Dette junior
Définition d’une dette junior
La dette junior est une forme de financement où les créanciers sont remboursés en dernier, après les détenteurs de dettes senior (prioritaires). Ce type de dette présente un risque plus élevé pour les investisseurs, car en cas de défaillance de l’entreprise, ces créanciers ne seront payés qu’une fois toutes les autres dettes remboursées. En échange de ce risque accru, la dette junior offre généralement un rendement plus élevé.
Une dette junior, qu’est-ce que c’est concrètement ?
La dette junior est une forme de financement où les créanciers sont remboursés en dernier, après les détenteurs de dettes senior (prioritaires). Ce type de dette présente un risque plus élevé pour les investisseurs, car en cas de défaillance de l’entreprise, ces créanciers ne seront payés qu’une fois toutes les autres dettes remboursées. En échange de ce risque accru, la dette junior offre généralement un rendement plus élevé.
Elle est souvent utilisée dans des situations où une entreprise a déjà une dette senior importante et cherche à lever des fonds supplémentaires sans aggraver la priorité des créanciers existants.
À quoi sert une dette junior ?
La dette junior sert à financer des projets d’entreprise lorsque les sources de financement plus classiques (comme les prêts bancaires ou la dette senior) sont insuffisantes ou déjà mobilisées.

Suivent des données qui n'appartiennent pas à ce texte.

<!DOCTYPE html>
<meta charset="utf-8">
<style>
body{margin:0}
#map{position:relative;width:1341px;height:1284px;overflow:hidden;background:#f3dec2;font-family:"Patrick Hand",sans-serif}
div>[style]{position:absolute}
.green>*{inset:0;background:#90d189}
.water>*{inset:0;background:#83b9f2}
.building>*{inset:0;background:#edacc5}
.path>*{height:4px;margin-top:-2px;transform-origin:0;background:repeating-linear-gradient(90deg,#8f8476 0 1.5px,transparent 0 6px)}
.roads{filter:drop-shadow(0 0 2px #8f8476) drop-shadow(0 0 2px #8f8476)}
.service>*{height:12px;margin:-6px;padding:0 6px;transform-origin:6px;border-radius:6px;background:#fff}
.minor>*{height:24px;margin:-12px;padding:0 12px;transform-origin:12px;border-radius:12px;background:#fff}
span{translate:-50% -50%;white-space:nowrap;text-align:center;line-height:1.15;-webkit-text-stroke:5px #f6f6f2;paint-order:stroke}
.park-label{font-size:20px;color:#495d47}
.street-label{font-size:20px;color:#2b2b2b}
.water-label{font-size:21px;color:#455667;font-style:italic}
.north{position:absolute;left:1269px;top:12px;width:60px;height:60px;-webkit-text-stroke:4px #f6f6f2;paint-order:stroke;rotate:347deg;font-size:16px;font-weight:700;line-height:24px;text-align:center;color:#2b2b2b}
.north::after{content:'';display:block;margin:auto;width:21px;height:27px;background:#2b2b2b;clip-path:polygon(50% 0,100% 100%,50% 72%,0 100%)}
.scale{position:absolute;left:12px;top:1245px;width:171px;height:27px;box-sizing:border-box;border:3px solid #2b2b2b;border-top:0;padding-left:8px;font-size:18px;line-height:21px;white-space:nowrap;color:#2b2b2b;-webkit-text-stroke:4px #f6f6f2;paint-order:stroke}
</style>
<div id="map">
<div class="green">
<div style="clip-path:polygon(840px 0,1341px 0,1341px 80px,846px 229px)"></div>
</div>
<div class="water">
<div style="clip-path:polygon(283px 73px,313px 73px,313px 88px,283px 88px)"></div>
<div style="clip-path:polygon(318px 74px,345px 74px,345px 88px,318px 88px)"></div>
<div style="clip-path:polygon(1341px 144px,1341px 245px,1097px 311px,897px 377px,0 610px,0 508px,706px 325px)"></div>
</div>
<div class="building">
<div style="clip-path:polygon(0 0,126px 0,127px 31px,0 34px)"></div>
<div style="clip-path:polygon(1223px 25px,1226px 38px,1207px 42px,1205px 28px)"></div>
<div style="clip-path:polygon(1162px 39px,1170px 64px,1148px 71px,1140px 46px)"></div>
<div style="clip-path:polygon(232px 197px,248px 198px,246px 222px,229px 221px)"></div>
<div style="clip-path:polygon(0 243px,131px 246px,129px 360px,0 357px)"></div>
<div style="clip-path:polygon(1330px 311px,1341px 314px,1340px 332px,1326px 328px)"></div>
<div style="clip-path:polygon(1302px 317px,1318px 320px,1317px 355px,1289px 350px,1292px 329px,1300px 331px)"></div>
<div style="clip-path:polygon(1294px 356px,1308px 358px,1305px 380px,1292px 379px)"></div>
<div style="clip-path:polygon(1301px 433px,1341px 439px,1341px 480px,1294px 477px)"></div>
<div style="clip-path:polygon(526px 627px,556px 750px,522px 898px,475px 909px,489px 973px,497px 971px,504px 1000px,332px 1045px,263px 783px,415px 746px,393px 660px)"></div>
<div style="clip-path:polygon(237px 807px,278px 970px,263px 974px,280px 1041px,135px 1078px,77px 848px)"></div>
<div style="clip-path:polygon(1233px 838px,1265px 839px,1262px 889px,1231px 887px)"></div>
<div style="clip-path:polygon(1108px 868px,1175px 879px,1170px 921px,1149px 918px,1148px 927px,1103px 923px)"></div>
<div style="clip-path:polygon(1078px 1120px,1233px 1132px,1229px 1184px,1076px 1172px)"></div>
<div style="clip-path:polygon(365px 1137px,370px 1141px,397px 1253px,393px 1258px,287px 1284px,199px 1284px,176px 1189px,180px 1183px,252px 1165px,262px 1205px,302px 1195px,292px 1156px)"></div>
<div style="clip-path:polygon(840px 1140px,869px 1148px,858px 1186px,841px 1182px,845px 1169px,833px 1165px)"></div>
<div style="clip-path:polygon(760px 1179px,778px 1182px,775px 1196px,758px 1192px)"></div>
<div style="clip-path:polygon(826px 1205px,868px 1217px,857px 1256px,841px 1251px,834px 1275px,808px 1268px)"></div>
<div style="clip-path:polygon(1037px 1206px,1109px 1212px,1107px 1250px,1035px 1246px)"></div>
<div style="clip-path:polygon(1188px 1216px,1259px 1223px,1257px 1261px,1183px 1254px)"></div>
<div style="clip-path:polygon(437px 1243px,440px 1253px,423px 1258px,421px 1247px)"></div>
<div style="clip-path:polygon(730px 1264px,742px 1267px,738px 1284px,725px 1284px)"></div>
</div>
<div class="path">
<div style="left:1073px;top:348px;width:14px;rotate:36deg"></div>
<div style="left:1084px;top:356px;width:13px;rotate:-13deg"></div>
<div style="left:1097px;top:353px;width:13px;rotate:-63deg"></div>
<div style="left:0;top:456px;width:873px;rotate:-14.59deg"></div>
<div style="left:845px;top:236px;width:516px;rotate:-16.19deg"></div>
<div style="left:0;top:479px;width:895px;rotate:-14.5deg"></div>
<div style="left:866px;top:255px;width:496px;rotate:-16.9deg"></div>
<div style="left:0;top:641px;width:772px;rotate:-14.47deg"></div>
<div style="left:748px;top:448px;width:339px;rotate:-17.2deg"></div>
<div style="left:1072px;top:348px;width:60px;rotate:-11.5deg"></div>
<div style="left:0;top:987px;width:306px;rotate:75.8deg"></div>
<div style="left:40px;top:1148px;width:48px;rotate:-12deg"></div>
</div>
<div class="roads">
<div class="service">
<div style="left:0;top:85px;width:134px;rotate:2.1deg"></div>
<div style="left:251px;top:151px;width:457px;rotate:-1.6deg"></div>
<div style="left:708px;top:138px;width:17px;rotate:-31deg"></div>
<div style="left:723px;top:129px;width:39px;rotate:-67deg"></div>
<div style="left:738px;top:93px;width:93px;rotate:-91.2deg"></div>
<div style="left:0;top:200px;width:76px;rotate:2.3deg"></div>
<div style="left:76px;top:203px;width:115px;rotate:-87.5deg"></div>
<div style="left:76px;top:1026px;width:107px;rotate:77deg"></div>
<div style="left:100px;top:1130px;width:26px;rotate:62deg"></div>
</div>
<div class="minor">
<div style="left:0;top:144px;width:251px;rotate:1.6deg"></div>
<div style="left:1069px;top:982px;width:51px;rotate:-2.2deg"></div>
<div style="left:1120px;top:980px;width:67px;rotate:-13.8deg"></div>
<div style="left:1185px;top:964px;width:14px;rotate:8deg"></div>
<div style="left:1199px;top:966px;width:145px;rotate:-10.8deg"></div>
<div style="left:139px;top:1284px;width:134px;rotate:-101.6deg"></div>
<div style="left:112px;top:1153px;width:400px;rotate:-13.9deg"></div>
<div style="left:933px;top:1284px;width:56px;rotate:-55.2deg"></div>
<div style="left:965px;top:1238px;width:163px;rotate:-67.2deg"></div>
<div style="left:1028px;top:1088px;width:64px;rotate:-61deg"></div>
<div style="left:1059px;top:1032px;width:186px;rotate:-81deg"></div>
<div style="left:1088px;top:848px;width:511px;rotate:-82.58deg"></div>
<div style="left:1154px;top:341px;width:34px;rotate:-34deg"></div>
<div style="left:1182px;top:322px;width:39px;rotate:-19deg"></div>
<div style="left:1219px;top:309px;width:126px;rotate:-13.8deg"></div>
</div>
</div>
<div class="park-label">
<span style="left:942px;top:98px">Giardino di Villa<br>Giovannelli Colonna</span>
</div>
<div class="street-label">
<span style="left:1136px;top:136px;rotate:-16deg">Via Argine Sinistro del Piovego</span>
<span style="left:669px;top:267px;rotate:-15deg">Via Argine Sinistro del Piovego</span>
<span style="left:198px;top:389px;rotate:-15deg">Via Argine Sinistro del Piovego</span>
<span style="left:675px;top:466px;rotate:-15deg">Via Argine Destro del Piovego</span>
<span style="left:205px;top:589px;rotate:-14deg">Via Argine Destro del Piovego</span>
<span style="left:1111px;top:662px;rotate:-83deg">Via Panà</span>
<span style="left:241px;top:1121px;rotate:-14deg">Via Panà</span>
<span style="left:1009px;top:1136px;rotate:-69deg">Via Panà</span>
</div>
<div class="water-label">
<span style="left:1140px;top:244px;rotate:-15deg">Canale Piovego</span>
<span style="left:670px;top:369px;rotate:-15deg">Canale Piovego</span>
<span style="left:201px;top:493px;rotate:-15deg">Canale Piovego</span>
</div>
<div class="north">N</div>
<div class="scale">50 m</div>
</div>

Elle permet d’attirer des investisseurs prêts à accepter un risque plus élevé en échange d’un rendement potentiel plus important.
Elle est couramment utilisée dans le cadre de financements structurés, de rachats d’entreprises (LBO), ou pour des entreprises en phase de développement qui ont besoin de liquidités supplémentaires.
Comment fonctionne une dette junior ?
La dette junior fonctionne comme un prêt où le remboursement intervient après le remboursement des dettes senior. Les investisseurs souscrivant à de la dette junior prennent conscience qu’en cas de défaillance, ils risquent de ne pas être remboursés.
Ce type de dette peut prendre différentes formes, notamment des obligations subordonnées ou des prêts mezzanine, et peut être assorti de taux d’intérêt plus élevés ou de clauses spécifiques de conversion en actions.